- YOUR ASSIGNMENT: Search the data for the string "function" and extract every line where it appears.

- Stored data:
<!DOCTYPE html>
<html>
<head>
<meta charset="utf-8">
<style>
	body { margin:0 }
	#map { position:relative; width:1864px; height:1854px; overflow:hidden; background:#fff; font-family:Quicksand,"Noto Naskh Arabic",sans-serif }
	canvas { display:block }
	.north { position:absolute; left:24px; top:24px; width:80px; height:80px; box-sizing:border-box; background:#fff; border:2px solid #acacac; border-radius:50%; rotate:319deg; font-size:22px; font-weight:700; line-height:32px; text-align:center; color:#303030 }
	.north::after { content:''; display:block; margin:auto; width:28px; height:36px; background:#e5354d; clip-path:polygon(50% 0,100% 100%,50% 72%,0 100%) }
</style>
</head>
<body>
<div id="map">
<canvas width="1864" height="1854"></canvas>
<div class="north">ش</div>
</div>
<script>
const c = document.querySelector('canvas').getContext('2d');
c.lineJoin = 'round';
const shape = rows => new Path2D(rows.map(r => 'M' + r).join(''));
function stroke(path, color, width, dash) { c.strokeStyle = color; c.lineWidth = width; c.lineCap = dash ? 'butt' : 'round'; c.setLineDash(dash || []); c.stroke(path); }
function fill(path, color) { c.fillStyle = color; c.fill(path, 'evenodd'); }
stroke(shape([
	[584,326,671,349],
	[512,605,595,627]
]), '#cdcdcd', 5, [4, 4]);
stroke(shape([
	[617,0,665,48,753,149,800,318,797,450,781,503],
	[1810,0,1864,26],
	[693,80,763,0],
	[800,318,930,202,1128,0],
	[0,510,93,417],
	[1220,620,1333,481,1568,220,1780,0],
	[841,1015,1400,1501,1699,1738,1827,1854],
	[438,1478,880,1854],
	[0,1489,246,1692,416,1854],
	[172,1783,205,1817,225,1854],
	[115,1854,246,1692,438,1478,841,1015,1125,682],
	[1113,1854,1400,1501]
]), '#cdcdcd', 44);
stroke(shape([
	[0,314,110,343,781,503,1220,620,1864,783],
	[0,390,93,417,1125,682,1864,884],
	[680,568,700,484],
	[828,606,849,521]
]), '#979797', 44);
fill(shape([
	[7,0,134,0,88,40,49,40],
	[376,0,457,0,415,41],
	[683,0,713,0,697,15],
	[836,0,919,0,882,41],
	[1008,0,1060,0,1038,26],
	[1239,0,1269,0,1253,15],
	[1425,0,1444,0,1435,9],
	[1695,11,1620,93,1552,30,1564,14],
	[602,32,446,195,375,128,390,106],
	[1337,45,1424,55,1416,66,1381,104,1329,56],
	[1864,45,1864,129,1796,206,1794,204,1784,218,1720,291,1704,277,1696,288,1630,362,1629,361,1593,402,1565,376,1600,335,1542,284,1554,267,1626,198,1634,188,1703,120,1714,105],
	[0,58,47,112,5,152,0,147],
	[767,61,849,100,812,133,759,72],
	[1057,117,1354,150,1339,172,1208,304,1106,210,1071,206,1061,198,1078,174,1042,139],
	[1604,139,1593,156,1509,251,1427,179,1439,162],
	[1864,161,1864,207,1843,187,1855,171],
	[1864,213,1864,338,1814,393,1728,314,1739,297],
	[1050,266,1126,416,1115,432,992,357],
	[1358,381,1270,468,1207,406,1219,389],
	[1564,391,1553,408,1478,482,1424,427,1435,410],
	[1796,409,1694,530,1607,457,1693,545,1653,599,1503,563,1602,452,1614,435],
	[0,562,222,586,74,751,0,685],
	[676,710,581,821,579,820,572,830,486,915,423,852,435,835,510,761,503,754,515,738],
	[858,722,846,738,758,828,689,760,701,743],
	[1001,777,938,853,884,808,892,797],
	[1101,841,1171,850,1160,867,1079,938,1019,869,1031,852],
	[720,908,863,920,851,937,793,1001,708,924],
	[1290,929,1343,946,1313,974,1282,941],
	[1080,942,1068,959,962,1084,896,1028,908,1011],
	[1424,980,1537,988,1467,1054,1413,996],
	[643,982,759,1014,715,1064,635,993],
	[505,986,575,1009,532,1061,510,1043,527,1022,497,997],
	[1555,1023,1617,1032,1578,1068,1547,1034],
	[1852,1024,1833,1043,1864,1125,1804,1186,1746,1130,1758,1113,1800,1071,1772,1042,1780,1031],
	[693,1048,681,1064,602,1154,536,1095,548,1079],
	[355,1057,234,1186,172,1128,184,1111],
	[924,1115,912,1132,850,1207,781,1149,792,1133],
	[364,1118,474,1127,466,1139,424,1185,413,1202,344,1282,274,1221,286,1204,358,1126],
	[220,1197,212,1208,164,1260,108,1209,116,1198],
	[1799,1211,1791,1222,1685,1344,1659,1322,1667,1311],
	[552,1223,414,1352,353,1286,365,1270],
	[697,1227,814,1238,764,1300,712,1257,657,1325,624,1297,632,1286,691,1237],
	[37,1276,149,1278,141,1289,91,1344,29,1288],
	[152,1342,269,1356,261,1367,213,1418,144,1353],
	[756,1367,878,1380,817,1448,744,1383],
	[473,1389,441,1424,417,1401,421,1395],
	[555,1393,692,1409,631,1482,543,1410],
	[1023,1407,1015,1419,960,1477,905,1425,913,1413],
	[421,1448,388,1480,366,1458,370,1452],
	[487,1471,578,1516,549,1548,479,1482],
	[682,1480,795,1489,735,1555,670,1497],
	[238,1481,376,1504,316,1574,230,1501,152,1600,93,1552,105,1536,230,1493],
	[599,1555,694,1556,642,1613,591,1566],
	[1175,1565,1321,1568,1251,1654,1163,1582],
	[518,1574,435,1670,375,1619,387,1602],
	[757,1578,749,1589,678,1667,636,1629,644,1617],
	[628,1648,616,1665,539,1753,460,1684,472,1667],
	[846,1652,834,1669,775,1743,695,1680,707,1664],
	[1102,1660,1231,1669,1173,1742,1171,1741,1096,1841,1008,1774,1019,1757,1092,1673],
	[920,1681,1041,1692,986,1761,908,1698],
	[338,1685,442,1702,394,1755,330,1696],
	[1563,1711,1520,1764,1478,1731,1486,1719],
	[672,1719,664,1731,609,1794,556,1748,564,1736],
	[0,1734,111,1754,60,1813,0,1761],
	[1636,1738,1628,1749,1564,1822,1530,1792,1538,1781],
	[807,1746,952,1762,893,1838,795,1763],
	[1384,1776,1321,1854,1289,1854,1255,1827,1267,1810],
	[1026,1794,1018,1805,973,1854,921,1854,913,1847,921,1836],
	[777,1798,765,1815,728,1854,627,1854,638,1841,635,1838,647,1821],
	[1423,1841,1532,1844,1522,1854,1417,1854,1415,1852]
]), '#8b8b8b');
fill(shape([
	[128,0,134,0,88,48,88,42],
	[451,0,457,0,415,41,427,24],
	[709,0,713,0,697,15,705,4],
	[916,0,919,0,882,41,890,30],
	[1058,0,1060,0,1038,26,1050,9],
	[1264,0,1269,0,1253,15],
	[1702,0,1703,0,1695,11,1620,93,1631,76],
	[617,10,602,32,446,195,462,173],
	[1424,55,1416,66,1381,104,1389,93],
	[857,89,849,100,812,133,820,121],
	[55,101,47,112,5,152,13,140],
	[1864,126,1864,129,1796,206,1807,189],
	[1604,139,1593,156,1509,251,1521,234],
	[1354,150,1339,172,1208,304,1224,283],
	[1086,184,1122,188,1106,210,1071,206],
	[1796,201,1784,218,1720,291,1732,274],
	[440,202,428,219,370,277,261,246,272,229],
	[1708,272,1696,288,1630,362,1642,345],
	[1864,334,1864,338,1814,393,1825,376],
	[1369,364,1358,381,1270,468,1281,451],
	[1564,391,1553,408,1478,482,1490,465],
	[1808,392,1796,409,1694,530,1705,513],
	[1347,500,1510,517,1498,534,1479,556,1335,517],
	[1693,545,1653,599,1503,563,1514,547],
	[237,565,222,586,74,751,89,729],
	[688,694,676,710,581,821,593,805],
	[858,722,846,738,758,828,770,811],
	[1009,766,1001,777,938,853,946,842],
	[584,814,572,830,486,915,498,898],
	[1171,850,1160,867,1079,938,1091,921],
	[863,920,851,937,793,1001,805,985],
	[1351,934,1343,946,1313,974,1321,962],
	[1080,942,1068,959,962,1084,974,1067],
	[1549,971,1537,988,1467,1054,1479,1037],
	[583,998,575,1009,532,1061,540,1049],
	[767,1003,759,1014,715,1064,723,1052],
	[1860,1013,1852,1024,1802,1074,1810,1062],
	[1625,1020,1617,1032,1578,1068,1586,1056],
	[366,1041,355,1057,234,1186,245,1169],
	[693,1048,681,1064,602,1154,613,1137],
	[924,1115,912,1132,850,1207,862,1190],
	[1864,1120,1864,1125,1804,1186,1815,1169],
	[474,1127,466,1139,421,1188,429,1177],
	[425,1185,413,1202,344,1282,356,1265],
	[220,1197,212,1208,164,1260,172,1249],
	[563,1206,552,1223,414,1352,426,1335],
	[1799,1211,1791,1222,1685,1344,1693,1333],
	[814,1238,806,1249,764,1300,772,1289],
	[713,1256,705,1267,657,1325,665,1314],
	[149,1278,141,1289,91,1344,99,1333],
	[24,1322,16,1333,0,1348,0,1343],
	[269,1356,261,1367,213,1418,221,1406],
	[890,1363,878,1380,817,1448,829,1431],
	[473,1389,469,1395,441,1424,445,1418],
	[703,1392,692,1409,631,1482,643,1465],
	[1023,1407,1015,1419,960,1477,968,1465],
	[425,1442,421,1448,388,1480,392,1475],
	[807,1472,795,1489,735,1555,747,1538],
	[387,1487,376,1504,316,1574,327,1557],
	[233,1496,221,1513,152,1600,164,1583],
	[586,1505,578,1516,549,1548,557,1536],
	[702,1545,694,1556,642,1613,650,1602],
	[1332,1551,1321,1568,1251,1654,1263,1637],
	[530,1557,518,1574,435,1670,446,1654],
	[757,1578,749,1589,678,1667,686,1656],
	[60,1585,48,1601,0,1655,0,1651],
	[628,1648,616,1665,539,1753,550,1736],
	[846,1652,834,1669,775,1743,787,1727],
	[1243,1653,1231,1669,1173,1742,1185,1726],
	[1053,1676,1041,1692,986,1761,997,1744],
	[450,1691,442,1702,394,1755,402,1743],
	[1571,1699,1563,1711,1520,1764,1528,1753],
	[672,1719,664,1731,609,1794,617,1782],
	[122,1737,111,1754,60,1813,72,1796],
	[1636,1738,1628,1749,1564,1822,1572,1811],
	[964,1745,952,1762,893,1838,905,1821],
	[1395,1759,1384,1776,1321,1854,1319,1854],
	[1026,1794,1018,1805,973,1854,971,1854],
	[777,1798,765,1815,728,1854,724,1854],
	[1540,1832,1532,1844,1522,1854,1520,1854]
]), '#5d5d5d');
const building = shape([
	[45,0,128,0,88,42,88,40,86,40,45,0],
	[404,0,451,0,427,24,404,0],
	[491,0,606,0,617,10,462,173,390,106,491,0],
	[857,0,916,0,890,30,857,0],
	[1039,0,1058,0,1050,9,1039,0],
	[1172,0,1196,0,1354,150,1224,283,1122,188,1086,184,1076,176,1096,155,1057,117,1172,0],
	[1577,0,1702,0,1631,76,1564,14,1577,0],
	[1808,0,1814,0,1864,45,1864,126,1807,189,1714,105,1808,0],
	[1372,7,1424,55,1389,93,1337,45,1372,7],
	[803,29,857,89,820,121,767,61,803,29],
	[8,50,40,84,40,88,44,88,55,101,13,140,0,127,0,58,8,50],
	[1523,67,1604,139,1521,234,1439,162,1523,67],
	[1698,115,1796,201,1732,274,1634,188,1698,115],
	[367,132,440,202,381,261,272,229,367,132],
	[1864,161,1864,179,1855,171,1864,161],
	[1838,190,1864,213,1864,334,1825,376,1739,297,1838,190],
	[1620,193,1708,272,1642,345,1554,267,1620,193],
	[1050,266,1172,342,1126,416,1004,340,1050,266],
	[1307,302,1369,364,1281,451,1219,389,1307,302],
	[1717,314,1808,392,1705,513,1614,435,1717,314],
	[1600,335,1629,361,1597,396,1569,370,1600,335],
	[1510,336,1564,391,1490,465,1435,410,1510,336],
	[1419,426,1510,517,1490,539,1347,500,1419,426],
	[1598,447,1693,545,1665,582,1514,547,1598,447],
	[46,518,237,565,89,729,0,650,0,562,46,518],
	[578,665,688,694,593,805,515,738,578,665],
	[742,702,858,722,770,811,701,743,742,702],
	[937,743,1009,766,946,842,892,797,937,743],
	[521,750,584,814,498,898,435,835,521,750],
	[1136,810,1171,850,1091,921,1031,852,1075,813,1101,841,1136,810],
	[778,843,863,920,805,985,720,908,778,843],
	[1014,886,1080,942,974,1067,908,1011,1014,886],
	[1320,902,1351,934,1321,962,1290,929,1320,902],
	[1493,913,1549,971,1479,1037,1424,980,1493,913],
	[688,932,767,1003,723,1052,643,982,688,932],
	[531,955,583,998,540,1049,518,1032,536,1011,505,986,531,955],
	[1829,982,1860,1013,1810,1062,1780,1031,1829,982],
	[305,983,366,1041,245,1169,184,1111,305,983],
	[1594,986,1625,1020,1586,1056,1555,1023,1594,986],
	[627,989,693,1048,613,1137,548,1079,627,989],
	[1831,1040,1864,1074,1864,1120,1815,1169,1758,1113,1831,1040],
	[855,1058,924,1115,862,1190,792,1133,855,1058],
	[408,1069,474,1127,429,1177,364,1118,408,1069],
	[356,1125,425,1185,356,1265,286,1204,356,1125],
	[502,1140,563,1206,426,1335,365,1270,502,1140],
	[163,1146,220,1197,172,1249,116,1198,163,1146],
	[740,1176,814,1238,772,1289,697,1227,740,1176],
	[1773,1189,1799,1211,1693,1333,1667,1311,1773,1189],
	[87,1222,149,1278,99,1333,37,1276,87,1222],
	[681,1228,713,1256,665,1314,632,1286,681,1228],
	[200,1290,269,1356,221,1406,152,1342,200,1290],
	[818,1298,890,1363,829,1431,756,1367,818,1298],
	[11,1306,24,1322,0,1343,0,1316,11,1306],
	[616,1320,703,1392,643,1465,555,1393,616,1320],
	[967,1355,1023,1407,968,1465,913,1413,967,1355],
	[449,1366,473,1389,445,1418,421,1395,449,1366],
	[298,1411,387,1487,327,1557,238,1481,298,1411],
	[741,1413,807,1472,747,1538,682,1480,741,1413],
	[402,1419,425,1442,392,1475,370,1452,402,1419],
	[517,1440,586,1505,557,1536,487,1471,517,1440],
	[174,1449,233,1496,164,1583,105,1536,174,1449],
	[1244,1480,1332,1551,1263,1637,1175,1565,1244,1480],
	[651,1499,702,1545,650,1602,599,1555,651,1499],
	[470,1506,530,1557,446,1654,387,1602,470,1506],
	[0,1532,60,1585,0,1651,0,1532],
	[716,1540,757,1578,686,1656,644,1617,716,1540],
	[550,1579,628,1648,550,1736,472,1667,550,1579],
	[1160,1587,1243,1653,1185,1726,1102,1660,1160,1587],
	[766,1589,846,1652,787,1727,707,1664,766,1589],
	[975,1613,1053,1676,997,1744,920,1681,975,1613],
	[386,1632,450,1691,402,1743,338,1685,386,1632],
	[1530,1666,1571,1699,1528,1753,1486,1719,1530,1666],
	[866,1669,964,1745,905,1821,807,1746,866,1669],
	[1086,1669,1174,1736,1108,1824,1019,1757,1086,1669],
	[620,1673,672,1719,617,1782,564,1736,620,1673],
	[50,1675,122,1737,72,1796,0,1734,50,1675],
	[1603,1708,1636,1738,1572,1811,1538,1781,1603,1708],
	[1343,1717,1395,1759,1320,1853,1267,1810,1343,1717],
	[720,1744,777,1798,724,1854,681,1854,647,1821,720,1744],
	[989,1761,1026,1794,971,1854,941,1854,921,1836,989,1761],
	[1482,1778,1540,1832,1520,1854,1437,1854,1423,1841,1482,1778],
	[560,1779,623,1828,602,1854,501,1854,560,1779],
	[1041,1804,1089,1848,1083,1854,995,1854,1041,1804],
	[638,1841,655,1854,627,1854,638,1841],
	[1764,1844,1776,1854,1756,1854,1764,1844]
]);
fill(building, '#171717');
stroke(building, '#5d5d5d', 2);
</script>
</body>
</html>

- PROBLEM SOLUTION:
function stroke(path, color, width, dash) { c.strokeStyle = color; c.lineWidth = width; c.lineCap = dash ? 'butt' : 'round'; c.setLineDash(dash || []); c.stroke(path); }
function fill(path, color) { c.fillStyle = color; c.fill(path, 'evenodd'); }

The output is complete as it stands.